His wife, the old lady, shooed him out of the kitchen and told him to play poker with the boys, or better yet, go fishing. (How a grown, or even senile, man can spend hours holding a rod and wait for a fish stupid enough to take the bait is beyond me.)

I don't know whether it's better diet, more exercise, or just to spite the next generation that has to pay for our Medicare, but people not only live longer but enjoy life more than even one or two generations ago.

To illustrate the point, let me crib from a scenario of mine in which a daughter calls her mother.

Daughter: Mom, Rosita just quit on me, Jack has to go to the office, and I have an important staff conference. Could you or dad take care of Jake and Hannah for a couple of hours?

Mom: We would just love to, but I have my hang-gliding competition, and dad has a meeting of his rappelling class.

Daughter: All right, I'll figure something out. Don't forget, though, that Jake has his birthday party next week.

Mom: Oh, dear, I feel awful, but we'll have to miss it. We're flying over to Oxford for a three-day course in British history, from the Norman invasion to Tony Blair, plus the complete works of William Shakespeare.

Okay, maybe I'm exaggerating a wee bit, but let me give you a for-instance.
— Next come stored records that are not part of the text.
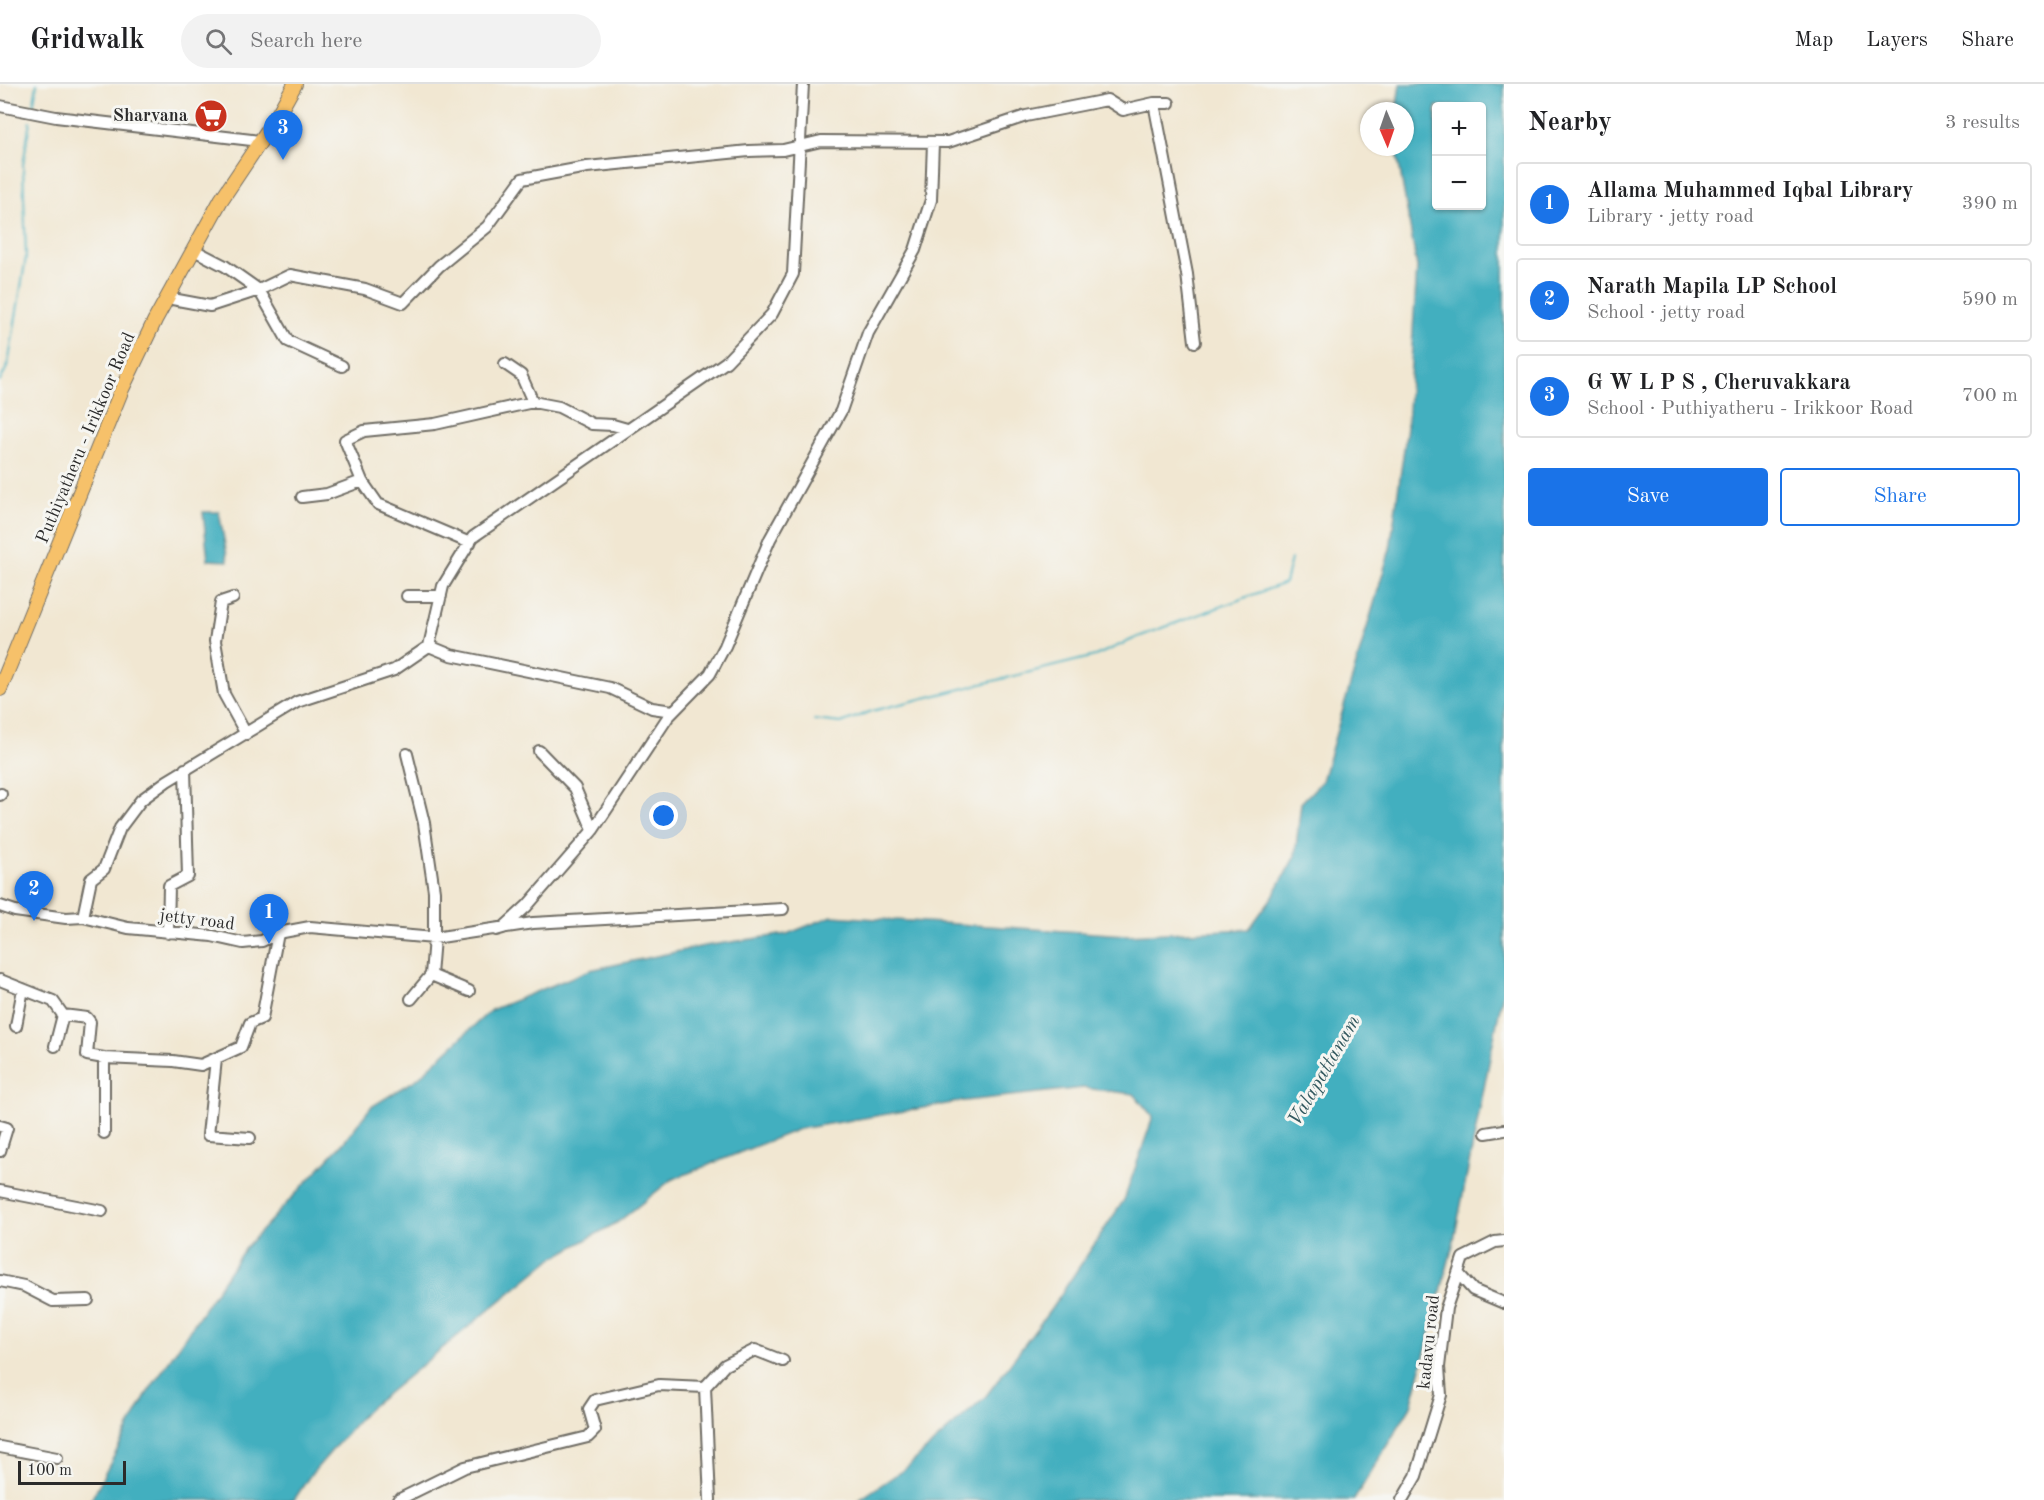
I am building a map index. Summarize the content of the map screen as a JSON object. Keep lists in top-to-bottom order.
{
  "streets": {
    "main road": ["Puthiyatheru - Irikkoor Road"],
    "street": ["jetty road", "kadavu road"]
  },
  "water": ["Valapattanam"],
  "places": {
    "supermarket": ["Sharvana"]
  },
  "scale_bar": "100 m",
  "north": "bottom",
  "page": {
    "header": "Gridwalk",
    "search": "Search here",
    "nav": ["Map", "Layers", "Share"],
    "heading": ["Nearby", "3 results"],
    "map_buttons": ["+", "−"],
    "pins": ["3", "2", "1"],
    "list": [
      {
        "mark": "1",
        "name": "Allama Muhammed Iqbal Library",
        "note": "Library · jetty road",
        "value": "390 m"
      },
      {
        "mark": "2",
        "name": "Narath Mapila LP School",
        "note": "School · jetty road",
        "value": "590 m"
      },
      {
        "mark": "3",
        "name": "G W L P S , Cheruvakkara",
        "note": "School · Puthiyatheru - Irikkoor Road",
        "value": "700 m"
      }
    ],
    "buttons": ["Save", "Share"],
    "scale": "100 m"
  }
}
We have a tennis foursome, and the youngest guy is 74. The oldest is 83, a Nobel Prize winner to boot -- and he's the sharpest of the lot. We're not yet quite ready for Wimbledon, but I fancy that we can give a pretty fair match to intermediary players half our ages.
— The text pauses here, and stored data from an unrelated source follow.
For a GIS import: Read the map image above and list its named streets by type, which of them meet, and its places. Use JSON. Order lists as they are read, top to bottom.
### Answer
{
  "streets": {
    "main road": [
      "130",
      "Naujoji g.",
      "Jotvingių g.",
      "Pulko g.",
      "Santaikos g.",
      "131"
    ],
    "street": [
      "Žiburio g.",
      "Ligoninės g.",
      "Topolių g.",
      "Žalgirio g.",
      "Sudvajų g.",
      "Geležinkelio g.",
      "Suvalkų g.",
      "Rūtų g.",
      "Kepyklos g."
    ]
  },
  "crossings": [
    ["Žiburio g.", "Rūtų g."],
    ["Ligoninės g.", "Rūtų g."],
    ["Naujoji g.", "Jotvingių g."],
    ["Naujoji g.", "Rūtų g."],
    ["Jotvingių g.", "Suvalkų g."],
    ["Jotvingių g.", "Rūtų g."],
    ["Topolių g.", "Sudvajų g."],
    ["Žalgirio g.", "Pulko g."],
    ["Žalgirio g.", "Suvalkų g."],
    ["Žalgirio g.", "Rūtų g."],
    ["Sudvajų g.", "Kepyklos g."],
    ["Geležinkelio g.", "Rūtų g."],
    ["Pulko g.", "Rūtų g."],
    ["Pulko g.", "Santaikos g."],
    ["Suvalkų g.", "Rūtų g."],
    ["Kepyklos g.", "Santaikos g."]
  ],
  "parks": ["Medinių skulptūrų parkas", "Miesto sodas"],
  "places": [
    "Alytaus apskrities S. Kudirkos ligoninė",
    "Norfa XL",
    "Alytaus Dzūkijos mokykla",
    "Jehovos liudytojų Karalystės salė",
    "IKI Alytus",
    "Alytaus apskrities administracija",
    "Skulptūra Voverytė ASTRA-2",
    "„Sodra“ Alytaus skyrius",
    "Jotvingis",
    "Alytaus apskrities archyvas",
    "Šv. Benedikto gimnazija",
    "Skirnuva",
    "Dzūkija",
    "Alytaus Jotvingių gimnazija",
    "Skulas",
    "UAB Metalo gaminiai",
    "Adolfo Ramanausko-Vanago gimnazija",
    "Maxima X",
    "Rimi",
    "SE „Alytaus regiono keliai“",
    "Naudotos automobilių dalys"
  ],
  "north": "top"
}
Another thing is money, which pensioners, as the Brits call us, are supposed to have precious little of.

I may not be rich -- have you ever met a rich journalist? -- but with all three kids finally, finally out of graduate school and the mortgage paid up, I actually find myself with some change in my pocket.

I appreciate all those senior discounts, but to be honest, the time I needed them most was when we had three girls in college, constant dental bills, and the house to be paid off.

Another fading stereotype is of the doting grandparents who fulfill the grandkids' every whim. Not so. We enjoy our grandchildren, but we demand certain standards, and since we don't have to wrestle with them 16 hours a day, we have sufficient energy and patience to make our rulings stick.

We are abetted in our resolve of strictness because we grew up in the Dark Ages -- before "experts" taught that telling a kid to stop talking or turning off the TV set would inflict lifelong psychological scars.

One thing hasn't changed from generation to generation: Just as our parents knew better than we did how to raise our children, so we know better than our children how to raise their kids.

Tom and Rachel Tugend hone their grandparenting skills on four handsome boys, three lovely girls and counting.